Segment Start: Data excerpts
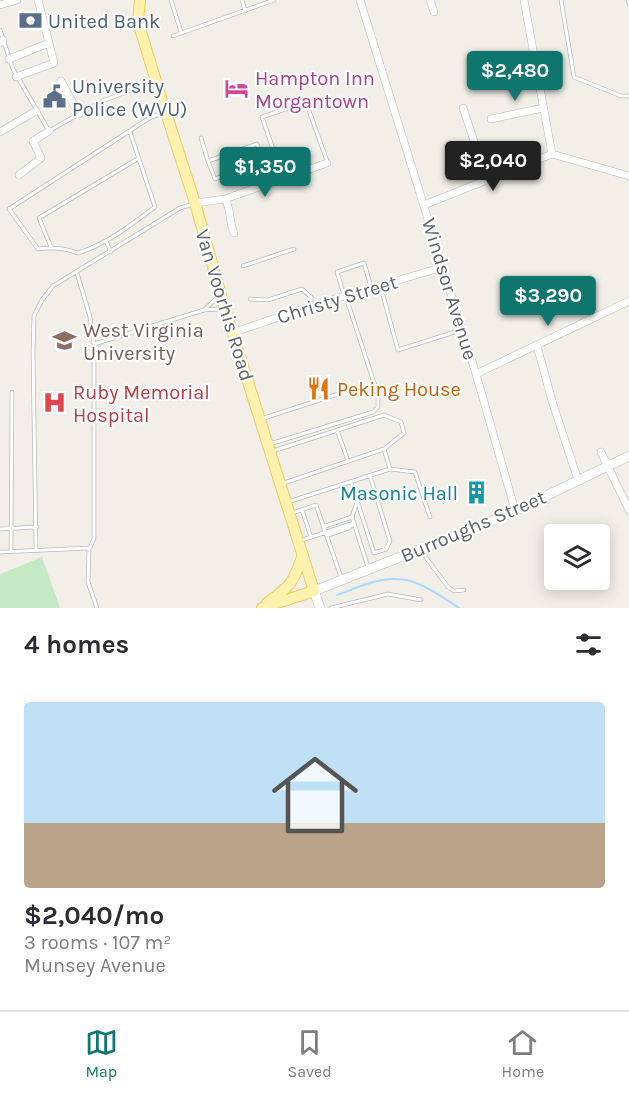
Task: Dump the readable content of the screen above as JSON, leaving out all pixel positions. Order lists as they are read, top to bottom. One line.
{"streets":{"main road":["Van Voorhis Road"],"street":["Windsor Avenue","Christy Street","Burroughs Street"]},"crossings":[["Windsor Avenue","Christy Street"],["Windsor Avenue","Burroughs Street"],["Christy Street","Van Voorhis Road"],["Van Voorhis Road","Burroughs Street"]],"places":{"bank":["United Bank"],"hotel":["Hampton Inn Morgantown"],"public building":["University Police (WVU)"],"school or university":["West Virginia University"],"restaurant":["Peking House"],"hospital":["Ruby Memorial Hospital"],"building":["Masonic Hall"]},"page":{"price":["$2,480","$2,040","$1,350","$3,290"],"heading":"4 homes","list":[{"name":"$2,040/mo","note":"3 rooms · 107 m² · Munsey Avenue"}],"tabs":["Map","Saved","Home"]}}
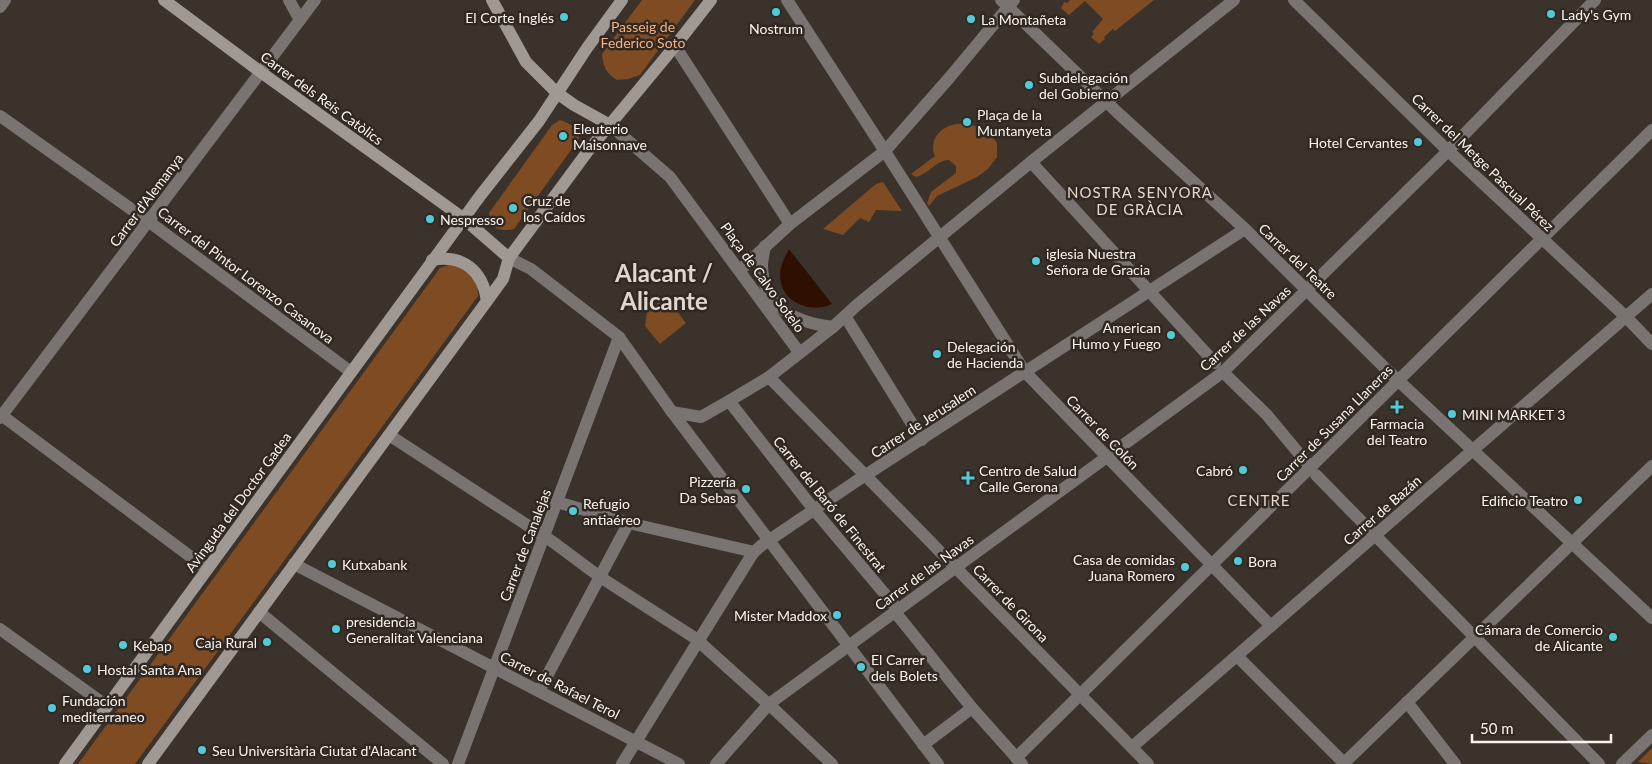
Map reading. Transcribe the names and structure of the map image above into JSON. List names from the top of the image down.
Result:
{
  "streets": {
    "street": [
      "Carrer dels Reis Catòlics",
      "Carrer del Metge Pascual Pérez",
      "Carrer d'Alemanya",
      "Carrer del Teatre",
      "Carrer del Pintor Lorenzo Casanova",
      "Plaça de Calvo Sotelo",
      "Carrer de las Navas",
      "Carrer de Jerusalem",
      "Carrer de Susana Llaneras",
      "Carrer de Colón",
      "Avinguda del Doctor Gadea",
      "Carrer del Baró de Finestrat",
      "Carrer de Bazán",
      "Carrer de Canalejas",
      "Carrer de Girona",
      "Carrer de Rafael Terol"
    ]
  },
  "crossings": [
    ["Carrer dels Reis Catòlics", "Carrer d'Alemanya"],
    ["Carrer dels Reis Catòlics", "Avinguda del Doctor Gadea"],
    ["Carrer del Metge Pascual Pérez", "Carrer de las Navas"],
    ["Carrer del Metge Pascual Pérez", "Carrer de Susana Llaneras"],
    ["Carrer del Metge Pascual Pérez", "Carrer de Bazán"],
    ["Carrer d'Alemanya", "Carrer del Pintor Lorenzo Casanova"],
    ["Carrer del Teatre", "Carrer de las Navas"],
    ["Carrer del Teatre", "Carrer de Jerusalem"],
    ["Carrer del Teatre", "Carrer de Susana Llaneras"],
    ["Carrer del Teatre", "Carrer de Bazán"],
    ["Carrer del Pintor Lorenzo Casanova", "Avinguda del Doctor Gadea"],
    ["Plaça de Calvo Sotelo", "Carrer del Baró de Finestrat"],
    ["Plaça de Calvo Sotelo", "Carrer de Girona"],
    ["Carrer de las Navas", "Carrer de Colón"],
    ["Carrer de las Navas", "Carrer del Baró de Finestrat"],
    ["Carrer de las Navas", "Carrer de Girona"],
    ["Carrer de Jerusalem", "Carrer de Colón"],
    ["Carrer de Jerusalem", "Carrer del Baró de Finestrat"],
    ["Carrer de Jerusalem", "Carrer de Girona"],
    ["Carrer de Susana Llaneras", "Carrer de Colón"],
    ["Carrer de Susana Llaneras", "Carrer del Baró de Finestrat"],
    ["Carrer de Susana Llaneras", "Carrer de Girona"],
    ["Carrer de Colón", "Carrer de Bazán"],
    ["Carrer de Bazán", "Carrer de Girona"],
    ["Carrer de Canalejas", "Carrer de Rafael Terol"]
  ],
  "districts": ["NOSTRA SENYORA DE GRÀCIA", "Alacant / Alicante", "CENTRE"],
  "parks": ["Passeig de Federico Soto"],
  "places": {
    "other": [
      "Nostrum",
      "Lady's Gym",
      "El Corte Inglés",
      "La Montañeta",
      "Subdelegación del Gobierno",
      "Plaça de la Muntanyeta",
      "Eleuterio Maisonnave",
      "Hotel Cervantes",
      "Cruz de los Caídos",
      "Nespresso",
      "iglesia Nuestra Señora de Gracia",
      "American Humo y Fuego",
      "Delegación de Hacienda",
      "MINI MARKET 3",
      "Cabró",
      "Pizzería Da Sebas",
      "Edificio Teatro",
      "Refugio antiaéreo",
      "Bora",
      "Kutxabank",
      "Casa de comidas Juana Romero",
      "Mister Maddox",
      "presidencia Generalitat Valenciana",
      "Cámara de Comercio de Alicante",
      "Caja Rural",
      "Kebap",
      "El Carrer dels Bolets",
      "Hostal Santa Ana",
      "Fundación mediterraneo",
      "Seu Universitària Ciutat d'Alacant"
    ],
    "health": ["Farmacia del Teatro", "Centro de Salud Calle Gerona"]
  },
  "scale_bar": "50 m"
}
Segment End: Data excerpts
§ **Exercise**: Pictures aside, write out all of the records exactly.

§ **Task output**:
Task: Dump the readable content of the screen above as JSON, leaving out all pixel positions. Order lists as they are read, top to bottom. One line.
{"streets":{"main road":["Van Voorhis Road"],"street":["Windsor Avenue","Christy Street","Burroughs Street"]},"crossings":[["Windsor Avenue","Christy Street"],["Windsor Avenue","Burroughs Street"],["Christy Street","Van Voorhis Road"],["Van Voorhis Road","Burroughs Street"]],"places":{"bank":["United Bank"],"hotel":["Hampton Inn Morgantown"],"public building":["University Police (WVU)"],"school or university":["West Virginia University"],"restaurant":["Peking House"],"hospital":["Ruby Memorial Hospital"],"building":["Masonic Hall"]},"page":{"price":["$2,480","$2,040","$1,350","$3,290"],"heading":"4 homes","list":[{"name":"$2,040/mo","note":"3 rooms · 107 m² · Munsey Avenue"}],"tabs":["Map","Saved","Home"]}}
Map reading. Transcribe the names and structure of the map image above into JSON. List names from the top of the image down.
Result:
{
  "streets": {
    "street": [
      "Carrer dels Reis Catòlics",
      "Carrer del Metge Pascual Pérez",
      "Carrer d'Alemanya",
      "Carrer del Teatre",
      "Carrer del Pintor Lorenzo Casanova",
      "Plaça de Calvo Sotelo",
      "Carrer de las Navas",
      "Carrer de Jerusalem",
      "Carrer de Susana Llaneras",
      "Carrer de Colón",
      "Avinguda del Doctor Gadea",
      "Carrer del Baró de Finestrat",
      "Carrer de Bazán",
      "Carrer de Canalejas",
      "Carrer de Girona",
      "Carrer de Rafael Terol"
    ]
  },
  "crossings": [
    ["Carrer dels Reis Catòlics", "Carrer d'Alemanya"],
    ["Carrer dels Reis Catòlics", "Avinguda del Doctor Gadea"],
    ["Carrer del Metge Pascual Pérez", "Carrer de las Navas"],
    ["Carrer del Metge Pascual Pérez", "Carrer de Susana Llaneras"],
    ["Carrer del Metge Pascual Pérez", "Carrer de Bazán"],
    ["Carrer d'Alemanya", "Carrer del Pintor Lorenzo Casanova"],
    ["Carrer del Teatre", "Carrer de las Navas"],
    ["Carrer del Teatre", "Carrer de Jerusalem"],
    ["Carrer del Teatre", "Carrer de Susana Llaneras"],
    ["Carrer del Teatre", "Carrer de Bazán"],
    ["Carrer del Pintor Lorenzo Casanova", "Avinguda del Doctor Gadea"],
    ["Plaça de Calvo Sotelo", "Carrer del Baró de Finestrat"],
    ["Plaça de Calvo Sotelo", "Carrer de Girona"],
    ["Carrer de las Navas", "Carrer de Colón"],
    ["Carrer de las Navas", "Carrer del Baró de Finestrat"],
    ["Carrer de las Navas", "Carrer de Girona"],
    ["Carrer de Jerusalem", "Carrer de Colón"],
    ["Carrer de Jerusalem", "Carrer del Baró de Finestrat"],
    ["Carrer de Jerusalem", "Carrer de Girona"],
    ["Carrer de Susana Llaneras", "Carrer de Colón"],
    ["Carrer de Susana Llaneras", "Carrer del Baró de Finestrat"],
    ["Carrer de Susana Llaneras", "Carrer de Girona"],
    ["Carrer de Colón", "Carrer de Bazán"],
    ["Carrer de Bazán", "Carrer de Girona"],
    ["Carrer de Canalejas", "Carrer de Rafael Terol"]
  ],
  "districts": ["NOSTRA SENYORA DE GRÀCIA", "Alacant / Alicante", "CENTRE"],
  "parks": ["Passeig de Federico Soto"],
  "places": {
    "other": [
      "Nostrum",
      "Lady's Gym",
      "El Corte Inglés",
      "La Montañeta",
      "Subdelegación del Gobierno",
      "Plaça de la Muntanyeta",
      "Eleuterio Maisonnave",
      "Hotel Cervantes",
      "Cruz de los Caídos",
      "Nespresso",
      "iglesia Nuestra Señora de Gracia",
      "American Humo y Fuego",
      "Delegación de Hacienda",
      "MINI MARKET 3",
      "Cabró",
      "Pizzería Da Sebas",
      "Edificio Teatro",
      "Refugio antiaéreo",
      "Bora",
      "Kutxabank",
      "Casa de comidas Juana Romero",
      "Mister Maddox",
      "presidencia Generalitat Valenciana",
      "Cámara de Comercio de Alicante",
      "Caja Rural",
      "Kebap",
      "El Carrer dels Bolets",
      "Hostal Santa Ana",
      "Fundación mediterraneo",
      "Seu Universitària Ciutat d'Alacant"
    ],
    "health": ["Farmacia del Teatro", "Centro de Salud Calle Gerona"]
  },
  "scale_bar": "50 m"
}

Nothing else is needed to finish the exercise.